Family Matters

In January of this year, completely out of the blue, I received an invitation to an Ikehara Family Reunion. “What? Who is this guy?” was my immediate reaction, but in the same instant I realized that I knew the person who had sent the invitation, if only by last name (Shimabukuro was the married name of my father’s cousin, whom I had met as a child because she and her family lived in a nearby town).

My father was one of eight children, and I knew my aunts and uncles fairly well: Gus, Archie, Dot, Helen, Doris, Harriet, and Katherine (these are their English names). I had also met all 21 of my first cousins because many of them lived either on Kauai or in Honolulu. But my grandfather had a brother who also immigrated to Hawaii early in the 20th century, and it was this side of the family that was virtually unknown to me.

I hadn’t seen any of my Honolulu or California relatives in decades, and I knew I had never met most of my grandfather’s brother’s descendants, so I decided to attend. In fact, I was one of almost 60 people who travelled to Reno, Nevada, for the reunion activities scheduled on Friday and Saturday, June 15th and 16th.

On Friday evening, we gathered for a pupu party in the Mandalay Room of the Circus Circus Hotel. This was an informal event where we introduced ourselves to those we’d never met, or re-acquainted ourselves with family members we hadn’t seen in years. George also put together a slide show, with favorite photos contributed by everyone (the ones I chose are not exactly representative, but some of them depict significant events in the lives of my parents and siblings).

Saturday evening was the formal reunion dinner in the Bordeaux Room of the El Dorado Hotel. Although I’m still on a restricted diet due to a dental procedure last month, I discovered, much to my delight, that I could eat everything I wanted. And the food, including the desserts, was excellent! I brought my digital camera with me to this event, but it does not function well when it needs the flash, and the photos I took were uniformly bad. I discarded all but the three which I’ve posted below.

Ann MashitaMike Shironaka took this photo. I’m talking to my cousin Ann Mashita. She looks seriously concerned about something, but I remember us having a light-hearted conversation! Ann was there with her son Tony.
YonseiI took this photo of the younger children who attended. I’m listing their names as Ally, Hana, Samantha, Kai, and Alexia but I’m probably wrong about some or all of them.
Henry and KiMy uncle Henry and Aunt Kikue, my father’s youngest sister, have been married for many many years. Ki was named by my parents as my guardian while I was attending a boarding high school in Honolulu.

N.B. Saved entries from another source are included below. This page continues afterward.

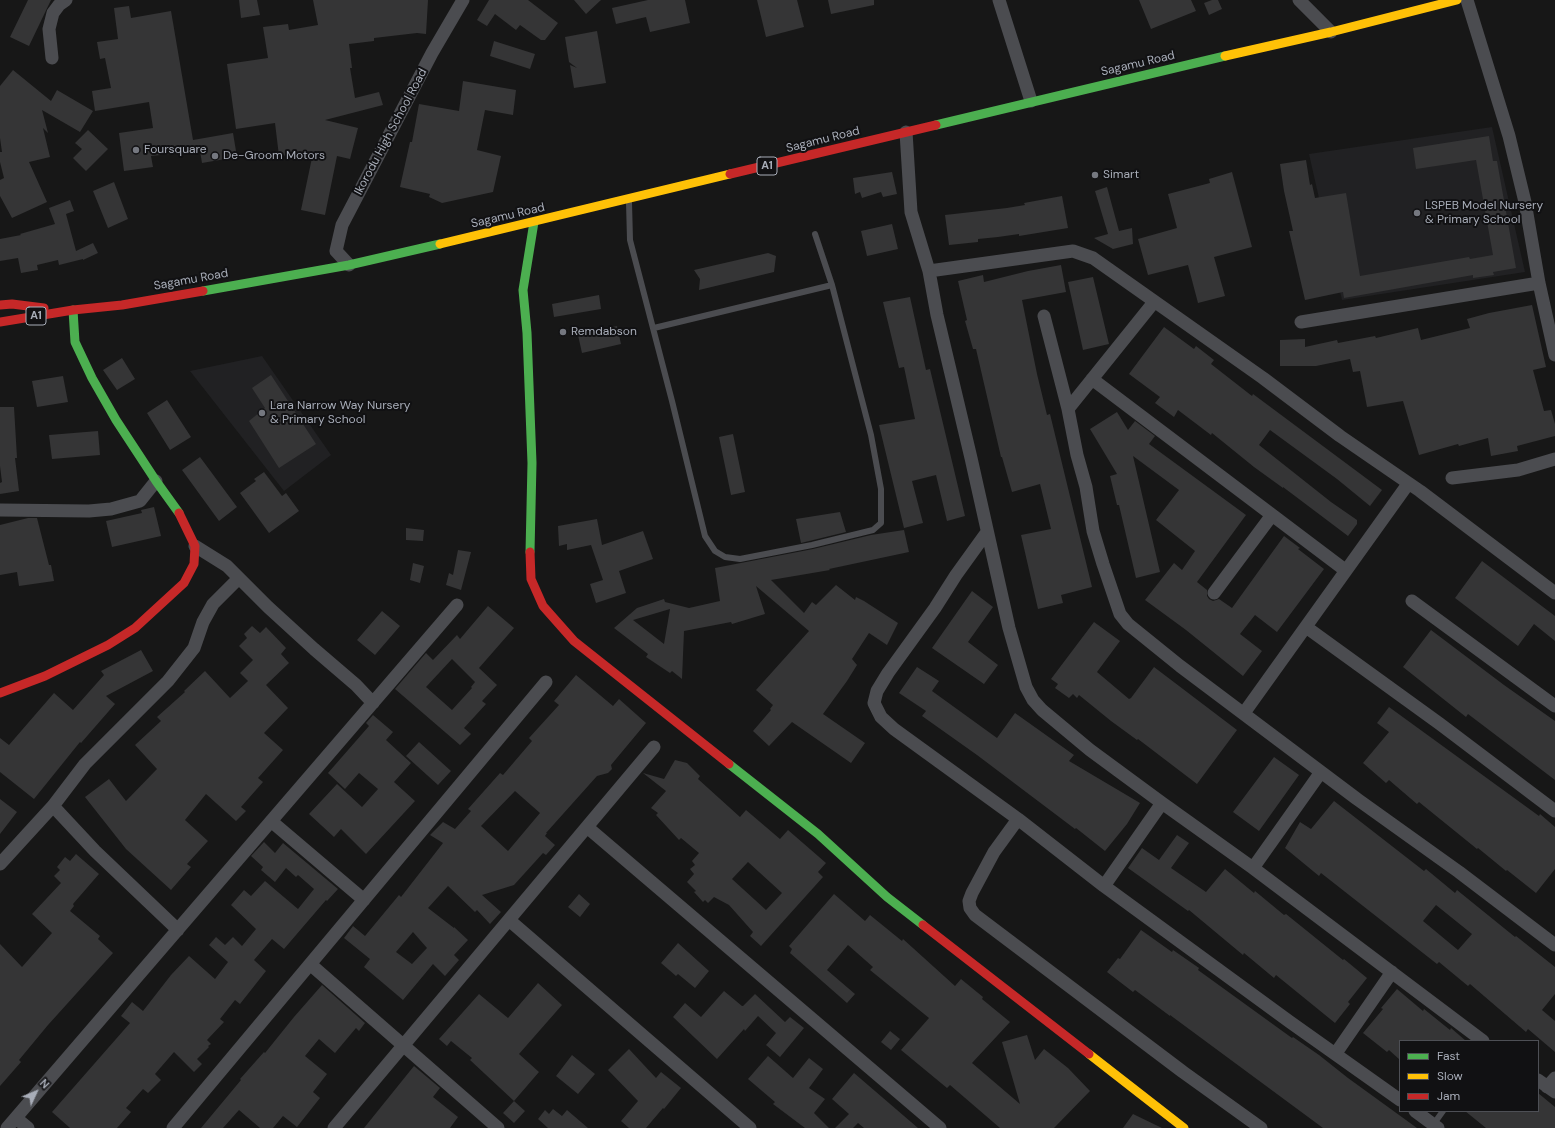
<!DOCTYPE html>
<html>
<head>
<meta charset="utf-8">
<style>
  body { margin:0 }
  #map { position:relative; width:1555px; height:1128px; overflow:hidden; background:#171717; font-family:"DM Sans",sans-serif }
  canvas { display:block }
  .legend { position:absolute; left:1399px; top:1040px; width:140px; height:72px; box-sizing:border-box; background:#111113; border:1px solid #4d4f55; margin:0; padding:5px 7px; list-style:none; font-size:12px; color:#a8adb8 }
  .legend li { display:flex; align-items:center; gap:8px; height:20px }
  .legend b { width:20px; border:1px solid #4d4f55 }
  .north { position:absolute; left:16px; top:1072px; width:40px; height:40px; -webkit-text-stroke:3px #111113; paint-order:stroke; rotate:46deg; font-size:11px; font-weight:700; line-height:16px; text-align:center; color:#a8adb8 }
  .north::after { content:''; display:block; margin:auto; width:14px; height:18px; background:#a8adb8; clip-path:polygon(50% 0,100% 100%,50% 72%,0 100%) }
</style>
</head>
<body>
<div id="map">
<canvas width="1555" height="1128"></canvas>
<ul class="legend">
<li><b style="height:5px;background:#4caf50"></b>Fast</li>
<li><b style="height:5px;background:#ffc107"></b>Slow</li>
<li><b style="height:5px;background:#c62828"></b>Jam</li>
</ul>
<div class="north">N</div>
</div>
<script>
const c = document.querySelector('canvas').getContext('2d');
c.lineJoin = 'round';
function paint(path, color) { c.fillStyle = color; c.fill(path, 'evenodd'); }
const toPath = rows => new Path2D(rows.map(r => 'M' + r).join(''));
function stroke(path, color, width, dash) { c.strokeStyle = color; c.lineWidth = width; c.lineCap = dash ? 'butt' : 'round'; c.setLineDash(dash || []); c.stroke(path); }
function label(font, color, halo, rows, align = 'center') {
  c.font = font + ' "DM Sans",sans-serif'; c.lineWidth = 4; c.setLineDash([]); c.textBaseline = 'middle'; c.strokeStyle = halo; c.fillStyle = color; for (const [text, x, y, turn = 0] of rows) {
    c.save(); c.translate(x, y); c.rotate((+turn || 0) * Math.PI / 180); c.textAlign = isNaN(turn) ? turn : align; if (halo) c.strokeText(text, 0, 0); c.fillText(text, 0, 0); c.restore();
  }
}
const built = toPath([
  [1492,127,1525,272,1342,300,1309,154],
  [262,356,331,455,284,491,190,371]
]);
const building = toPath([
  [28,0,51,0,29,46,10,37],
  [239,0,257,0,260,15,241,18],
  [313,0,428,0,426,34,417,33,374,38,374,41,349,44,352,68,350,68,355,98,379,92,383,105,325,120,358,128,350,159,337,156,325,215,301,210,313,153,279,156,275,123,236,129,227,64,268,58,263,27,288,24,289,30,318,25],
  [489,0,528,0,558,23,545,40,541,40,520,25,516,30,495,14,487,26,477,20],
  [574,0,601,0,586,14],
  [648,0,685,0,690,23,650,32,646,17,616,24,612,8],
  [757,0,797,0,804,27,766,37],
  [828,0,874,0,874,5,831,14],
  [1139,0,1191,0,1196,11,1151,29],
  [1212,0,1218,0,1222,9,1209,15,1204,3],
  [129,6,131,18,171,11,193,140,233,133,237,157,202,163,200,151,180,154,180,153,151,156,153,167,124,171,119,133,153,128,149,102,95,111,92,91,111,88,105,58,100,59,97,42,118,39,114,8],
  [597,31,606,83,574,88,570,65,577,68,569,62,565,37],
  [494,41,535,54,530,69,490,56],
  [13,70,51,101,57,90,93,111,80,132,42,110,48,133,43,128,50,157,29,162,47,202,12,218,0,196,0,180,4,178,0,162,0,152,2,152,0,138,0,86],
  [463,81,516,90,513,115,485,110,477,150,501,156,493,192,442,203,429,197,430,194,400,187,410,142,412,142,419,104,459,111],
  [88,130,108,149,86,171,73,158,82,149,75,143],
  [1489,136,1493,161,1497,161,1516,268,1493,272,1494,275,1473,278,1473,275,1344,298,1343,292,1305,300,1289,231,1293,231,1284,191,1280,164,1306,160,1310,185,1312,184,1315,198,1346,193,1360,276,1469,257,1470,259,1493,255,1476,160,1416,169,1413,148],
  [892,172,897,194,883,197,881,192,862,198,860,192,855,194,853,178],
  [1232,172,1252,247,1214,257,1225,296,1198,303,1188,265,1148,275,1138,239,1177,228,1168,194,1210,183,1209,179],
  [114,182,128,219,108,228,93,191],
  [1107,187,1119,231,1132,228,1133,244,1113,249,1094,238,1108,234,1095,191],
  [1062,196,1068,228,1019,236,1019,234,998,237,978,239,978,242,949,245,945,215,1007,208,1025,205,1024,203],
  [70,200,74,211,66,214,76,251,93,243,98,253,83,260,83,259,59,265,58,260,37,265,38,270,21,273,18,258,0,261,0,239,21,235,20,234,55,224,49,208],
  [892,224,898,249,867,256,861,231],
  [768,253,776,256,774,272,699,290,700,279,694,270],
  [1061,265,1066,292,1022,300,1037,374,1047,415,1050,414,1092,587,1061,595,1063,603,1038,609,1021,535,1051,529,1040,484,1012,492,1002,457,1001,457,976,349,973,349,965,321,967,320,958,281,983,275,984,282,1028,271],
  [1093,277,1109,344,1083,350,1068,282],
  [599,295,601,309,554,317,552,304],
  [910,297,926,370,930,369,965,516,947,521,936,475,912,481,923,523,904,528,879,425,915,419,904,367,899,368,883,302],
  [1532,305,1546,367,1533,370,1544,411,1551,410,1555,424,1555,436,1517,446,1518,451,1491,456,1488,438,1459,446,1458,444,1419,455,1403,401,1367,407,1360,371,1353,372,1350,359,1316,366,1280,366,1280,340,1305,339,1305,347,1337,340,1338,343,1375,336,1376,338,1418,328,1421,340,1470,328,1467,319,1489,313],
  [617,326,621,344,582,353,578,335],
  [1164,327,1194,349,1196,346,1214,360,1211,364,1252,396,1253,394,1382,490,1370,506,1337,479,1270,430,1259,445,1331,502,1357,520,1357,524,1348,536,1283,487,1283,488,1254,467,1212,433,1211,435,1178,410,1174,417,1155,403,1160,397,1129,374],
  [122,358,135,379,117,390,103,370],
  [271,375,316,444,279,468,249,421,265,408,252,388],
  [63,376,68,402,37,407,32,381],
  [167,400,191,437,170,450,147,413],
  [0,407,14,407,17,458,15,458,19,491,0,494,0,483,2,482,0,466],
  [1117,412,1128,430,1135,421,1155,436,1149,444,1246,515,1197,582,1207,590,1207,596,1209,599,1213,601,1219,599,1232,608,1284,536,1300,548,1298,549,1324,569,1277,632,1255,615,1240,634,1262,651,1243,676,1186,630,1145,600,1174,563,1182,570,1195,551,1156,520,1179,490,1133,456,1160,572,1136,578,1119,505,1117,505,1110,476,1117,474,1090,429],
  [98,431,100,455,52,459,49,435],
  [733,434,745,492,731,495,719,437],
  [200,457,237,507,219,521,182,470],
  [264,472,282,496,286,493,299,511,269,533,240,493,256,481,254,479],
  [154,507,161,536,112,547,106,521,142,513,141,510],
  [840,512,846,532,801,543,796,519],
  [28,518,37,518,49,565,51,565,54,581,19,586,17,572,0,575,0,525],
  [597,519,602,545,643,531,653,559,619,571,626,593,596,603,590,584,603,580,591,545,567,550,567,544,559,546,558,526],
  [406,528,424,530,423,541,406,540],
  [904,530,909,552,829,569,830,570,771,580,804,613,812,602,816,605,836,585,855,600,856,597,864,601,898,623,887,645,869,633,852,659,857,665,847,681,823,714,865,743,851,763,792,722,769,746,753,731,771,710,770,709,773,705,756,690,809,631,756,586,765,614,732,624,731,622,684,631,682,679,672,671,670,673,646,657,648,654,614,628,637,608,664,599,665,602,689,608,720,601,715,568,813,549,871,535],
  [670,609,664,644,633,620],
  [458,550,471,552,461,590,446,585,449,573,453,575],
  [1482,561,1555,616,1555,641,1534,624,1518,646,1455,598],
  [413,563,424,566,420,583,410,580],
  [972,591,993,607,968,642,998,665,984,684,932,648],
  [488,606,514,628,479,668,497,685,482,701,486,704,464,728,471,734,460,745,395,689,426,653,433,660,457,635,460,639],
  [452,659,475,682,471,687,472,688,452,710,426,687],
  [382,611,400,626,375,655,357,640],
  [1094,622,1120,641,1097,672,1129,699,1131,698,1154,667,1237,730,1197,784,1138,739,1137,740,1111,721,1079,695,1077,698,1073,694,1069,698,1055,688,1058,684,1051,679],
  [252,626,260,633,266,627,286,648,281,654,289,663,266,685,288,708,264,733,283,750,258,778,263,782,241,807,246,811,236,821,206,794,185,820,208,841,187,864,191,867,171,890,126,849,85,797,109,779,126,801,157,769,135,745,161,721,157,717,185,692,184,691,205,671,230,698,248,681,240,673,253,660,239,646,247,638,244,634],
  [1431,630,1504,685,1555,721,1555,780,1468,714,1466,717,1403,667],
  [141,650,153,671,106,696,115,704,81,743,80,742,34,799,0,772,0,738,9,745,54,693,73,710,104,675,101,671],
  [917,667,939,681,932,691,997,738,1015,713,1074,755,1069,761,1140,803,1127,824,1105,851,1076,828,1075,829,977,755,922,716,926,711,899,693],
  [576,675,613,706,619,699,646,723,611,765,612,769,608,773,597,776,546,833,547,833,545,836,555,845,546,855,543,853,514,885,482,895,501,912,490,924,477,910,475,912,448,886,428,908,454,928,454,927,468,940,454,955,459,960,445,976,433,964,403,1000,364,967,370,959,344,938,353,926,365,936,399,895,401,897,443,843,430,835,443,822,455,829,471,811,468,809,500,773,503,775,532,741,529,738,559,705,554,701],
  [515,791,540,813,508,851,481,826],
  [413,932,427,948,412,964,396,952],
  [1389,707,1539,816,1540,814,1555,827,1555,869,1536,893,1507,870,1506,871,1478,848,1477,849,1419,802,1417,804,1389,780,1386,783,1363,763,1389,732,1377,723],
  [373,715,393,732,386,740,411,763,394,782,415,801,366,854,341,829,334,837,309,814,337,784,362,807,378,789,359,773,345,789,328,773,369,726,366,723],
  [419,742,451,771,438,785,406,756],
  [1274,757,1299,775,1259,831,1233,812],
  [675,760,687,763,700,776,698,779,740,817,746,810,780,839,788,830,826,863,818,872,823,877,761,946,750,936,753,932,729,905,714,897,708,903,705,900,703,902,694,892,696,891,687,882,694,874,690,869,695,865,692,861,699,853,681,838,679,840,656,815,658,813,651,808,666,791,643,773,664,779],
  [748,862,782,893,766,910,732,879],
  [0,799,17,812,0,834],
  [1334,801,1424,871,1426,869,1455,893,1457,890,1515,937,1516,936,1555,967,1555,994,1542,1010,1555,1021,1555,1052,1528,1029,1526,1032,1470,984,1468,986,1439,962,1437,964,1321,873,1319,876,1285,848,1300,822,1311,829],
  [1436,905,1472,934,1458,950,1423,921],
  [1177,835,1189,843,1171,868,1206,892,1225,869,1254,893,1255,891,1284,915,1286,914,1343,960,1344,959,1367,978,1348,1002,1350,1004,1335,1023,1276,975,1274,978,1244,953,1243,955,1189,910,1188,911,1128,868,1142,848,1159,860],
  [264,842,275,853,283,843,338,889,327,901,326,900,284,949,272,939,254,960,266,971,240,1004,235,1000,220,1019,224,1022,207,1040,211,1044,208,1046,209,1047,197,1059,202,1064,194,1072,174,1052,155,1074,161,1080,148,1093,143,1089,126,1108,131,1112,117,1128,70,1128,52,1112,130,1023,121,1016,132,1002,143,1011,171,975,189,956,215,979,228,962,209,945,216,937,225,945,233,937,242,946,256,929,231,905,244,890,251,896,265,881,298,909,314,889,298,875,296,877,286,868,275,882,261,870,263,867,251,856],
  [76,854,99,874,73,904,74,906,70,911,100,936,98,939,113,953,48,1025,19,1060,21,1062,0,1086,0,944,22,967,52,933,32,914,61,883,54,876,60,870,57,867,65,857,70,861],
  [579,894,590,904,580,917,568,907],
  [834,894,865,921,870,915,902,941,903,939,955,986,961,979,983,997,982,999,1010,1022,972,1063,1020,1104,1002,1042,1027,1035,1035,1060,1044,1049,1068,1068,1090,1091,1054,1128,1000,1128,950,1085,947,1088,901,1050,929,1018,870,970,873,967,848,945,827,970,855,994,847,1003,790,953,792,949,789,946],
  [1141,930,1172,952,1173,950,1199,968,1198,970,1292,1038,1293,1037,1319,1055,1348,1078,1417,1128,1323,1128,1170,1015,1170,1016,1135,990,1133,992,1107,972,1118,958,1120,959],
  [678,943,709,971,695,988,678,974,676,976,661,963],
  [538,983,562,1005,519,1054,539,1072,514,1101,470,1060,472,1058,451,1041,447,1046,439,1039,479,994,508,1018],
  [322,985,365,1023,359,1031,356,1028,335,1053,319,1039,305,1056,327,1074,313,1092,320,1098,297,1127,283,1116,273,1128,260,1128,239,1110,223,1128,201,1128,241,1080,240,1079,264,1052,265,1053,294,1017],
  [1397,989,1423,1011,1424,1009,1450,1030,1451,1028,1466,1041,1400,1041,1400,1060,1389,1050,1387,1052,1363,1033,1383,1009,1381,1008],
  [724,991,742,1006,743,1006,755,994,785,1022,790,1017,804,1028,780,1057,766,1045,776,1033,758,1016,745,1031,744,1029,717,1059,673,1017,685,1003,701,1017],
  [890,1031,900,1039,891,1050,881,1042],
  [629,1049,656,1078,661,1072,681,1088,664,1109,663,1108,646,1128,629,1128,621,1121,638,1101,608,1070],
  [572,1055,595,1074,578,1094,556,1076],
  [768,1056,793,1078,809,1058,823,1069,809,1088,825,1099,814,1113,829,1128,805,1128,773,1104,775,1102,748,1079],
  [414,1066,440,1088,433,1097,458,1117,450,1128,364,1128],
  [854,1073,918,1128,864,1128,858,1123,853,1128,835,1128,849,1114,832,1099],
  [1538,1093,1555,1107,1555,1128,1486,1128,1465,1111,1538,1111],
  [514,1101,525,1111,514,1123,503,1113],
  [553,1109,562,1116,567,1110,588,1128,548,1128,538,1119,545,1110,549,1114],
  [1133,1114,1162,1128,1123,1128]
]);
const lane = toPath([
  [629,202,630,240,672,401,705,536,715,551,725,557,740,559,812,545,873,530,881,523,881,489,871,435,832,285,815,234],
  [654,328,832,285],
  [1433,1125,1443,1111]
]);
const street = toPath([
  [999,0,1031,101],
  [1299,0,1331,32],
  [1467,0,1509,136,1525,202,1539,283,1555,355],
  [52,58,49,29,53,13,59,5,66,0],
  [906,132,911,212,929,271,937,315,971,458,1009,628,1026,687,1033,700,1042,710,1090,750,1162,803,1253,868,1483,1041],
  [349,265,336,251,342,225,432,53,463,0],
  [929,271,1073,251,1093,258,1263,378,1340,436,1420,491,1555,593],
  [1154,302,1068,409,1077,455,1086,487,1093,531,1103,564,1120,614,1128,624,1180,666,1357,799,1459,872,1555,945],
  [1044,316,1068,409],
  [1301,322,1539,283],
  [1092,379,1345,570],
  [1452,478,1518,470,1555,459],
  [0,510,89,511,111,509,140,501,156,481],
  [987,532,956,575,935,608,888,673,877,691,874,703,881,717,894,729,1018,819,1104,886,1290,1022,1400,1100],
  [195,546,227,566,268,607,314,649,356,685,373,703],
  [1214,593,1272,515],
  [1412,601,1555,706],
  [1306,627,1440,724,1555,811],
  [1244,713,1408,484],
  [53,806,95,851,178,930],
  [1018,819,994,852,972,893,969,901,970,908,975,915,1183,1072,1261,1128],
  [271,821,364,900],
  [587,827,940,1128],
  [0,864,53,806,85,764,168,681,194,648,203,622,213,604,239,578],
  [1253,868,1321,772],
  [1104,886,1162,803],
  [509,920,750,1128],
  [310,964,498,1128],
  [1336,1053,1392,972],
  [1538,1080,1555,1092],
  [1547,1087,1555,1078],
  [1415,1111,1438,1128],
  [16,1118,28,1128],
  [7,1128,457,605],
  [173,1128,546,682],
  [334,1128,654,747]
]);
const fast = toPath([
  [936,125,1225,56],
  [203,291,349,265,440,244],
  [73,310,75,342,92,378,116,420,156,481,179,513],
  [530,552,532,463,527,333,523,290,534,222],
  [729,764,818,834,887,897,923,925]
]);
const slow = toPath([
  [1225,56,1331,32,1457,0],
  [440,244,730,174],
  [1089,1054,1184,1128]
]);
const jam = toPath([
  [730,174,936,125],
  [0,305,12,304,44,308],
  [0,322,73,310,122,305,203,291],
  [530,552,531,579,543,606,574,641,729,764],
  [0,693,45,676,108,645,135,628,184,583,194,564,195,546,179,513],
  [923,925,1089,1054]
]);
const markers = [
  [136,150,4,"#757880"],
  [215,156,4,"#757880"],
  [1095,175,4,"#757880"],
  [1417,213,4,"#757880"],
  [563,332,4,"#757880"],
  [262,413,4,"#757880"]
];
const shields = [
  [767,166,20],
  [36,316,20]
];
const shieldNames = [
  ["A1",767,166],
  ["A1",36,316]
];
const streetNames = [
  ["Sagamu Road",1138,64,-13],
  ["Ikorodu High School Road",391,132,-62],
  ["Sagamu Road",823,140,-14],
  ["Sagamu Road",508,216,-13],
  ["Sagamu Road",191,280,-10]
];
const poiNames = [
  ["Foursquare",144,150],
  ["De-Groom Motors",223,156],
  ["Simart",1103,175],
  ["LSPEB Model Nursery",1425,206],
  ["& Primary School",1425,220],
  ["Remdabson",571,332],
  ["Lara Narrow Way Nursery",270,406],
  ["& Primary School",270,420]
];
paint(built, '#212123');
paint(building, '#353536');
stroke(lane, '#4b4c50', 6);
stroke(street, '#4b4c50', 13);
stroke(fast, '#4caf50', 9);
stroke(slow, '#ffc107', 9);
stroke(jam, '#c62828', 9);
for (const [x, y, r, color] of markers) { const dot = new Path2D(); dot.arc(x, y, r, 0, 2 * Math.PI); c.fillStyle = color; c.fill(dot); stroke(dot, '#111113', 1.5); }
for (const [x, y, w] of shields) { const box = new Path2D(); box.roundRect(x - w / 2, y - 9, w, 18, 3); c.fillStyle = '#111113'; c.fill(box); stroke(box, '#a8adb8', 1); }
label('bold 11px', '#a8adb8', null, shieldNames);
label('12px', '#a8adb8', '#111113', streetNames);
label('12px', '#a8adb8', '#111113', poiNames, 'left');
</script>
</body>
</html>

So, who are we? In the first mailing, George had solicited basic genealogical information from everyone on the list of family members, and from the responses, he compiled our personal biographies into a family tree. This document is by no means finalized, but with additional historical research into people, places, and dates, we’re hoping eventually to have a fairly comprehensive record of our family’s history in the US.

When I first looked at the list of names we all received, I began to wonder how many of us, the descendants of the two brothers, there are. I learned that Kama was the older brother who emigrated from Okinawa to Hawaii in 1907, followed by his younger brother, my grandfather Gashin, who arrived in 1915. Kama had four children and my grandfather eight, as I mentioned earlier. Kama and Gashin are the Issei, the first generation of Americans. In Kama’s family, there are four children (two boys and two girls) counted in the second generation, fifteen (six boys and nine girls) in the third generation, eighteen (ten boys and eight girls) in the fourth generation, and one in the fifth generation (one girl). In Gashin’s family, there are eight children (three boys and five girls) in the second generation, twenty-four (fourteen boys and ten girls) in the third generation, twenty-two (twelve boys and ten girls) in the fourth generation, and three (one boy and two girls) in the fifth generation. The second generation are called the Nisei, the third the Sansei, the fourth the Yonsei, and the fifth, as I learned recently from Wikipedia, the Gosei.

Toward the end of the evening on Saturday, we had a group photograph taken, and when I receive my copy, I know it will become one of my treasures. Certainly, my vivid memories of this first Ikehara Family Reunion will not soon fade.